If the public were asked if they agreed to pay taxes to the government, the disapproval rate would be close to or above 90%. And if the people of Mexico were asked if the option of political alternation, implicit in Plan C, should be canceled, there would undoubtedly be no consensus.
Plan C is based on the idea of remodeling the political system based on a single, hegemonic party in the Cuban style. Hence, eliminating the plurinominal system is equivalent to eliminating important but minority voices in public debates. Eliminating minorities from the legislative chambers is equivalent to reducing all discussions of public affairs to a single voice.
Continuing with the historical lessons of all political revolutions of humanity, they turn against their own to detect and eliminate the lukewarm reformists, nonconformists, or non-believers after reaching absolute power. The monster created by the revolt of the insurgent masses turns against them to repress their nonconformities and protests. Dogma, which is unappealable, is imposed over intelligence.
The destruction of the institutions that serve to balance decision-making and avoid the arbitrariness of power against the citizens is considered a necessity and an instruction in regime change.
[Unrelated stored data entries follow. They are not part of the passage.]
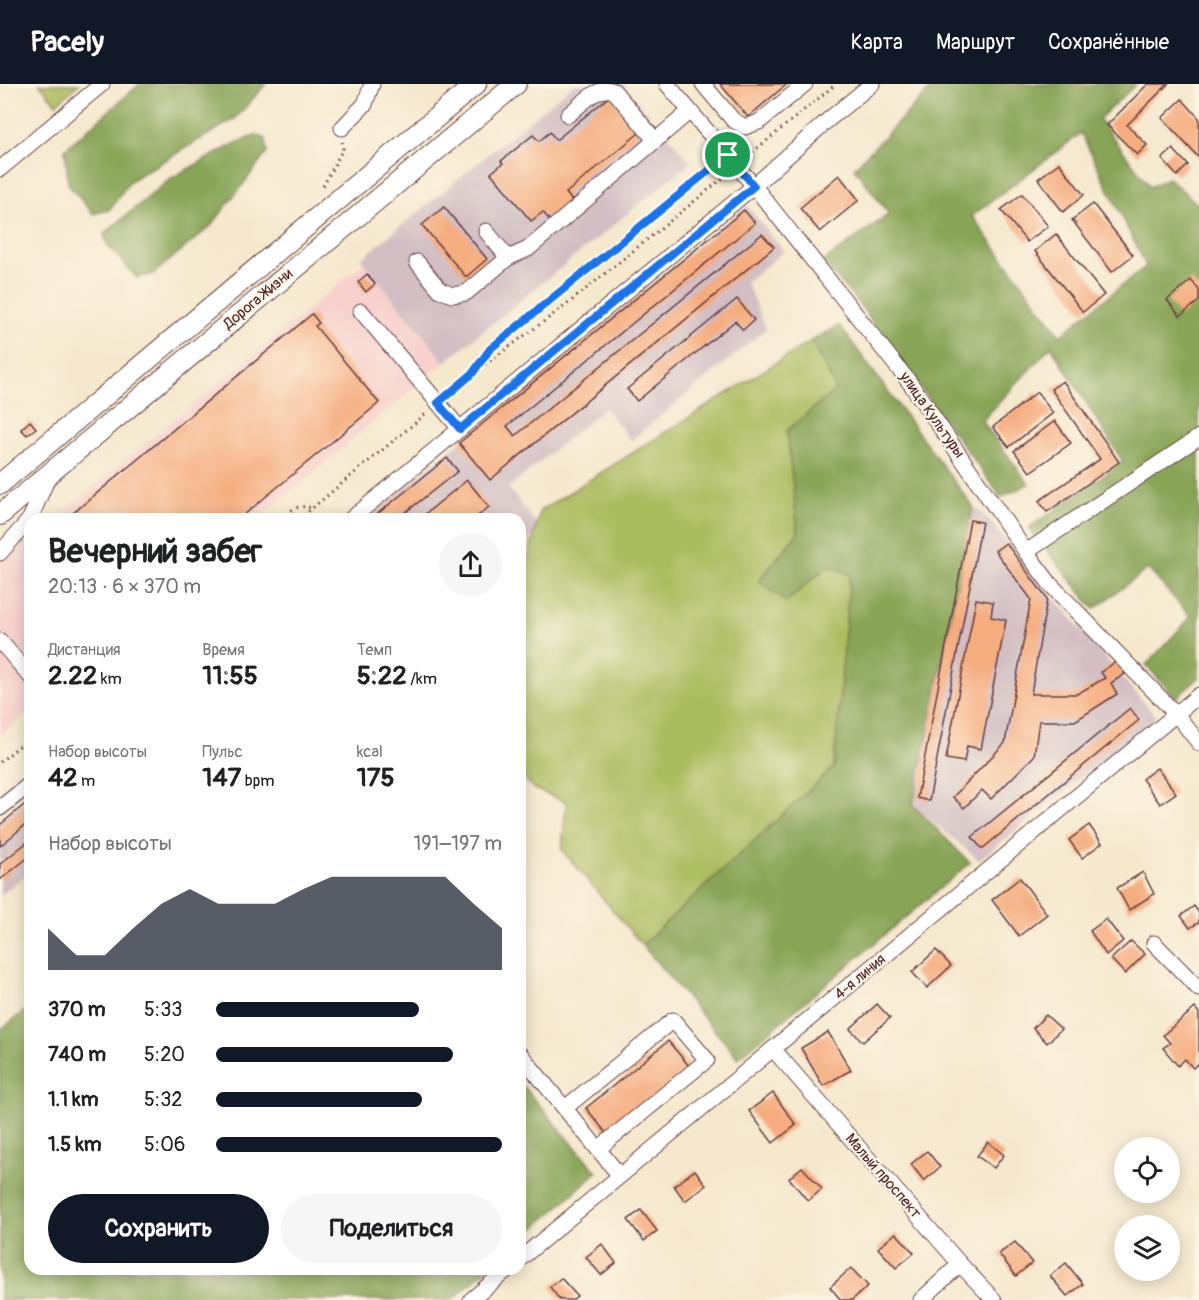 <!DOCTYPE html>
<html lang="ru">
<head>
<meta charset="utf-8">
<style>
	:root { --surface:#fff; --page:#f6f6f6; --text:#202124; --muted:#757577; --accent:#111827 }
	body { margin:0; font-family:Pangolin,sans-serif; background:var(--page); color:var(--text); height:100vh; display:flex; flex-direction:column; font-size:22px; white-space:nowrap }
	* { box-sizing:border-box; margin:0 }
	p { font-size:20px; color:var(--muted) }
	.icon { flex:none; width:33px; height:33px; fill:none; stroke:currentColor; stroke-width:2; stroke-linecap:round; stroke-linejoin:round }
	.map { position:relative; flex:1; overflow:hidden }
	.sheet { position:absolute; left:24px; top:429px; width:502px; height:762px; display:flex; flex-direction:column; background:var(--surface); border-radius:18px; box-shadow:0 3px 15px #0003 }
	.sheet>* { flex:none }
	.tools { position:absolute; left:1114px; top:1053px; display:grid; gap:12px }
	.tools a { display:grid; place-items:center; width:66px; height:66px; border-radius:50%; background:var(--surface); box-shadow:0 3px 15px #0003; font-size:30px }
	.pin { position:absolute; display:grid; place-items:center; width:51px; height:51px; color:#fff; margin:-26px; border:3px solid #fff; border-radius:50%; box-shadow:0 2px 6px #0007 }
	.round { display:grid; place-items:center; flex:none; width:63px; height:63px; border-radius:32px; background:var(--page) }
	.summary { display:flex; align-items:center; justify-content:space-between; height:102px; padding:0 24px }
	h1 { font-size:33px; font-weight:800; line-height:45px }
	.metrics { display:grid; grid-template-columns:repeat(3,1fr); gap:9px; height:102px; padding:6px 24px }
	.metrics div { display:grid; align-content:center }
	.metrics b { font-size:26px; font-weight:800 }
	.metrics small { font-size:16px; font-weight:400 }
	.metrics p { font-size:16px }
	.chart { height:168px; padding:12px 24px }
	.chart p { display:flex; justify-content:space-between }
	.chart svg { width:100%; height:108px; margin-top:6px; fill:var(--accent); opacity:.7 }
	.primary-button { display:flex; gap:12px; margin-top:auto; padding:12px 24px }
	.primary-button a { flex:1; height:69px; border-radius:36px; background:var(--accent); color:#fff; font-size:24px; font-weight:800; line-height:69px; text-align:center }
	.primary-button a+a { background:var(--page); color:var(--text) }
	ul { padding:0 24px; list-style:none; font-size:20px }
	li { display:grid; grid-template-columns:96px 72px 1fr; align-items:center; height:45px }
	li i { height:15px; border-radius:8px; background:var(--accent) }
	header { display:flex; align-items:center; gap:36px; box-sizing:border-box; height:84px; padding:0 30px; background:var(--accent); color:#fff }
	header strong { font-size:28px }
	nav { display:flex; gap:33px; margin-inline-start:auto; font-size:21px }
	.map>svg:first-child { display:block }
</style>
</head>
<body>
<header>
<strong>Pacely</strong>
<nav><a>Карта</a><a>Маршрут</a><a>Сохранённые</a></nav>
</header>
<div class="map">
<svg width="1199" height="1216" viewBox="0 0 1199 1216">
	<rect width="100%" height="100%" fill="#fcf5e5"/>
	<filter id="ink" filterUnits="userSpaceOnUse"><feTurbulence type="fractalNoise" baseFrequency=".0167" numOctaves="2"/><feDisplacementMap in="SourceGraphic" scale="12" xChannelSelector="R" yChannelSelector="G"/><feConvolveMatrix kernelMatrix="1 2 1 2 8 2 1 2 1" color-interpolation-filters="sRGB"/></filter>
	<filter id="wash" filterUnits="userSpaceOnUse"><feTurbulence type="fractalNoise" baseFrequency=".008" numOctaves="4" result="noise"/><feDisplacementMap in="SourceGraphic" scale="24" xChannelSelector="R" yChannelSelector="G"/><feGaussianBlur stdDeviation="1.35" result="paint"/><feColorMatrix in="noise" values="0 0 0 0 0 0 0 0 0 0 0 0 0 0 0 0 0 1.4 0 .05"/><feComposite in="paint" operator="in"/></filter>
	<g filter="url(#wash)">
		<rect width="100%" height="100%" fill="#f5e8cd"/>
		<!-- built -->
		<g fill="#f7d0cc">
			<polygon points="364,179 445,278 258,435 54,435"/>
			<polygon points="30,455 30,626 0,652 0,479"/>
		</g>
		<!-- industrial -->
		<g fill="#d2bec3">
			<polygon points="574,0 622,0 691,78 445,278 361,175"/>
			<polygon points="747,122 784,167 746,198 766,245 631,356 605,324 508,404 541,445 521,462 520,435 366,435"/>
			<polygon points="973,423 982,429 1156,633 979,776 913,721"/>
			<polygon points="30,712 30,787 0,812 0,736"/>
		</g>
		<!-- green -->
		<g fill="#abbc5f" stroke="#7a6e45" stroke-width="1.5">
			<polygon points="40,0 79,0 56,20"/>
			<polygon points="811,257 836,305 787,347 798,449 759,496 786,517 828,482 850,490 834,683 642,861 562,766 566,718 534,705 521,690 520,505 540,427"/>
		</g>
		<!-- forest -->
		<g fill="#88a456" stroke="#696240" stroke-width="1.5" fill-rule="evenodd">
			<polygon points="140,0 266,0 235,35 131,96 109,126 93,130 68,100 65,65"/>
			<path d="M 935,0 L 1136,0 L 1099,35 L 1150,103 L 1168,94 L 1199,121 L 1199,594 L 1176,614 L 1146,581 L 1191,533 L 1148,485 L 1094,525 L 1029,444 L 1123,378 L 1051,262 L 982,337 L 1029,400 L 1001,413 L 860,221 L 823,178 L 889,130 L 854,84 ZM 1081,49 L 1146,182 L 1060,251 L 972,132 Z"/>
			<polygon points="257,51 266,55 267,69 211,142 153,190 137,194 107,161 104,150 171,94 236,59"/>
			<polygon points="839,241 973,423 913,721 970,779 738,974 642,861 834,683 850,490 828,482 786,518 759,497 798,449 787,347 836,305 811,257"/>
			<polygon points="30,923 30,1185 487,1185 452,1216 0,1216 0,946"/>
			<polygon points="520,999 597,1088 521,1156 520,1156"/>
		</g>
		<g id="blocks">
			<!-- building -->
			<g fill="#f5ac7e">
				<polygon points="720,0 787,0 748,33"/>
				<polygon points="1148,0 1168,0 1127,41 1147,61 1137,71 1107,41"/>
				<polygon points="610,12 639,49 566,109 573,118 550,137 543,128 531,137 491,89 503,79 501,77 533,51 539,57 550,48 556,56"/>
				<polygon points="1182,15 1199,34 1199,74 1162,34"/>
				<polygon points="1173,65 1188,81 1177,92 1162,75"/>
				<polygon points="1059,79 1084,111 1063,128 1038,95"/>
				<polygon points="839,91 859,116 820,148 800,124"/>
				<polygon points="1022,110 1048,142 1027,158 1001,126"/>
				<polygon points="1093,120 1133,171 1112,188 1072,136"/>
				<polygon points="444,123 487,175 466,193 422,141"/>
				<polygon points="744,126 755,139 507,342 515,352 762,150 774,163 490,396 459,359"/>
				<polygon points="1056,150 1104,211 1083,228 1035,167"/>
				<polygon points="367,190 375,200 366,208 358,198"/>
				<polygon points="1191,196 1199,206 1199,217 1180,232 1167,216"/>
				<polygon points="737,215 754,236 743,246 735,237 637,317 627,305"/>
				<polygon points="312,230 319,239 315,242 379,319 239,435 66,435"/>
				<polygon points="1063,297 1119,378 1047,428 1039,417 1100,375 1051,305"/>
				<polygon points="1037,308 1053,329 1009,363 993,343"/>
				<polygon points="30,337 36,344 27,351 21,345"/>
				<polygon points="1055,337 1071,359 1030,388 1014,367"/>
				<polygon points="447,374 458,387 397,435 371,435"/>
				<polygon points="467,396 489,423 474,435 419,435"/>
				<polygon points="970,436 982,438 929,717 917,714"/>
				<polygon points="1006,459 1047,515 1031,610 1077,610 1105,594 1101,588 1117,577 1125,590 1111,599 1117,610 1075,637 1039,637 1034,672 991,715 982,706 964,724 953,713 1005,659 1031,515 995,467"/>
				<polygon points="976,515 993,518 991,533 1006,536 981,665 967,662 964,678 946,675"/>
				<polygon points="1130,624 1139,636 982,765 972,753"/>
				<polygon points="1157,684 1176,709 1160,720 1142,695"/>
				<polygon points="30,716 30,737 0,762 0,741"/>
				<polygon points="1089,741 1102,759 1082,774 1069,756"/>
				<polygon points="30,756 30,772 0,796 0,780"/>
				<polygon points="1143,788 1154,810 1129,826 1117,804"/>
				<polygon points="1020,794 1047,830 1019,852 992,816"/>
				<polygon points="1194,822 1199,829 1199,838 1190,844 1181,832"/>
				<polygon points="1106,835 1123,857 1106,871 1090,847"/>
				<polygon points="1131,857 1145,870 1125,890 1111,875"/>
				<polygon points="936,866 951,882 927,904 912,888"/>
				<polygon points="877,920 890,934 863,958 850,945"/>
				<polygon points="1195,924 1199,929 1199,979 1193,984 1185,975 1178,982 1163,964 1170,959 1163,951"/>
				<polygon points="1046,931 1061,945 1047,959 1033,944"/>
				<polygon points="828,948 851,986 823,1002 801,964"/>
				<polygon points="668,957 690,983 607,1050 586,1024"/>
				<polygon points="773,1009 796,1041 773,1059 749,1027"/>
				<polygon points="988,1058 1004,1071 994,1084 977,1072"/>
				<polygon points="927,1067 940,1083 924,1097 911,1080"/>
				<polygon points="802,1083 822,1105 808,1117 789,1094"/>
				<polygon points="695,1086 706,1101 685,1117 674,1102"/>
				<polygon points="641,1126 657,1147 644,1157 628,1136"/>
				<polygon points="896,1149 914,1169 896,1184 878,1164"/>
				<polygon points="1015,1158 1032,1179 1016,1192 999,1170"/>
				<polygon points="602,1160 616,1179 601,1191 586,1173"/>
				<polygon points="1066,1179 1083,1200 1067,1212 1050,1192"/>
				<polygon points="851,1184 868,1202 852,1216 841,1216 830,1203"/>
				<polygon points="561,1194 577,1212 572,1216 560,1216 550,1203"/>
			</g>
		</g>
	</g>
	<g filter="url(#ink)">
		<use href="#blocks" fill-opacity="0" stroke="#643d43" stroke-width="1.5"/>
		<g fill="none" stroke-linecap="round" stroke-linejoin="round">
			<defs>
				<g id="minor">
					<polyline points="667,0 754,102 910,299 1026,468 1051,501 1176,630 1199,659"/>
					<polyline points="703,0 733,36 745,43 759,38 805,0"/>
					<path d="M 568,31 C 581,21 598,0 614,7 L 655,56"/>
					<polyline points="342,44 365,20 372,0"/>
					<polyline points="0,85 102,0"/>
					<polyline points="486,147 508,174"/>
					<polyline points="417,178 440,206 452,211 466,209 508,174 528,165 690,27"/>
					<polyline points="361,227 460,345"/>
					<polyline points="30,435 49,391"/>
					<polyline points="351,435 754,102 828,36 872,0"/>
					<polyline points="1026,468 1199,353"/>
					<polyline points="0,469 30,435"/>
					<polyline points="0,557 30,592"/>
					<polyline points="0,724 30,700"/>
					<polyline points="1154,859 1199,905"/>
					<polyline points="773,965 960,1180 994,1216"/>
					<polyline points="521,971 620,1092"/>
					<polyline points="565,1024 673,936 707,976 598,1065"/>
					<polyline points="520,1175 1199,611"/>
					<polyline points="471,1216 508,1185"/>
					<polyline points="921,1216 960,1180"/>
				</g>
				<g id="major">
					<polyline points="0,400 476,0"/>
					<polyline points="0,431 516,0"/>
				</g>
			</defs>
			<!-- minor casing -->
			<use href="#minor" stroke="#643d43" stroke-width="17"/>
			<!-- major casing -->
			<use href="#major" stroke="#643d43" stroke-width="22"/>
			<!-- path -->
			<g stroke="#643d43" stroke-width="3" stroke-dasharray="1.5 4.5" stroke-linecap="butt">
				<polyline points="748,72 836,0"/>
				<polyline points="323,102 343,65 342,58"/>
				<polyline points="475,286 490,265 718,79"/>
				<polyline points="448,311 472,290 565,222 728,90"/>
				<path d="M 283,435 C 292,423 299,421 313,424"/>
				<polyline points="299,435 427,329"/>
				<polyline points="0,678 30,653"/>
			</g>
			<!-- minor -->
			<use href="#minor" stroke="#fff" stroke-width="15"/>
			<!-- major -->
			<use href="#major" stroke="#fff" stroke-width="20"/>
		</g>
	</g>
	<g fill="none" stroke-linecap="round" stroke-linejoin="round" filter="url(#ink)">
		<defs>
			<polygon id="route" points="728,71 754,102 460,345 438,319 472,290 490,265"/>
		</defs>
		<!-- route casing -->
		<use href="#route" stroke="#fff" stroke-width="12"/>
		<!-- route -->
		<use href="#route" stroke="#1a73e8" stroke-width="8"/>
	</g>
	<g text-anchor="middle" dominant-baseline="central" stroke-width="4.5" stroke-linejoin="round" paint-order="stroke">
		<!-- street labels -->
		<g font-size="15" fill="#4a1f2b" stroke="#fcf5e5">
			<text transform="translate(258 215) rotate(-40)">Дорога Жизни</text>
			<text transform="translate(932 331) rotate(55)">улица Культуры</text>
			<text transform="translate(860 893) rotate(-40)">4-я линия</text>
			<text transform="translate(883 1092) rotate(49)">Малый проспект</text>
		</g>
	</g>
</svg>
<div class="tools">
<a><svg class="icon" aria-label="locate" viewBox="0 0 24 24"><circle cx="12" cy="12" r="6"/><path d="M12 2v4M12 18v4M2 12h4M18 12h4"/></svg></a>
<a><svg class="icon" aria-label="layers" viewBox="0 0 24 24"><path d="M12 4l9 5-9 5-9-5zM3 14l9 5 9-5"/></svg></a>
</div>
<div class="pin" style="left:728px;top:71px;background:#1e9e55"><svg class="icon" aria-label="arrive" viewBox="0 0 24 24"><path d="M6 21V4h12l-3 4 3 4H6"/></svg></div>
<section class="sheet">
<div class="summary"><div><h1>Вечерний забег</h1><p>20:13 · 6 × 370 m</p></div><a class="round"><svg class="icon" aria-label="share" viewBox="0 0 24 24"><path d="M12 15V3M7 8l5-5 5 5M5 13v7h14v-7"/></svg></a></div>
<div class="metrics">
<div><p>Дистанция</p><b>2.22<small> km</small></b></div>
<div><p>Время</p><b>11:55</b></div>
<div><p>Темп</p><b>5:22<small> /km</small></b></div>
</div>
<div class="metrics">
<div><p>Набор высоты</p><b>42<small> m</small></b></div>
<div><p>Пульс</p><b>147<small> bpm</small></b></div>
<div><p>kcal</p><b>175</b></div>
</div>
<div class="chart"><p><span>Набор высоты</span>191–197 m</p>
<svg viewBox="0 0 160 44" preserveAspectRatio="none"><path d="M0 44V27L10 38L20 38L30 27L40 17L50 11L60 17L70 17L80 17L90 11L100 6L110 6L120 6L130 6L140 6L150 17L160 27V44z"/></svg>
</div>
<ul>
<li><b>370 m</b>5:33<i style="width:71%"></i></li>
<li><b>740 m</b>5:20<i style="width:83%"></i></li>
<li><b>1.1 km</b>5:32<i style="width:72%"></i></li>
<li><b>1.5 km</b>5:06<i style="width:100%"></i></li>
</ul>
<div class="primary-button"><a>Сохранить</a><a>Поделиться</a></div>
</section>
</div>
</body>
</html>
It is at that turning point that radicals and reformists in any process of change separate and confront each other.
A clear example is that now, the more moderate voices are beginning to impose themselves on the radicals in the discussion on the Judiciary, as perceived in the news emanating from the Legislative Branch. The radicals will undoubtedly mount their offensive. And all this within Morena.
Parallel to this process, Sheinbaum’s cabinet is configured. It is evident that there are significant differences within Morena on the final decisions to be made: Interior, Secretary of National Defense, Secretary of the Navy, Secretary of Security and Citizen Protection, Education, Welfare, PEMEX, Federal Electricity Commission, National Intelligence Center. In other words, it is the heart of the country’s political and security control system. This will be the Gordian knot of the next government’s profile. And, with this, it will be accurately defined who will be in charge in the next six-year term: radicals or reformists.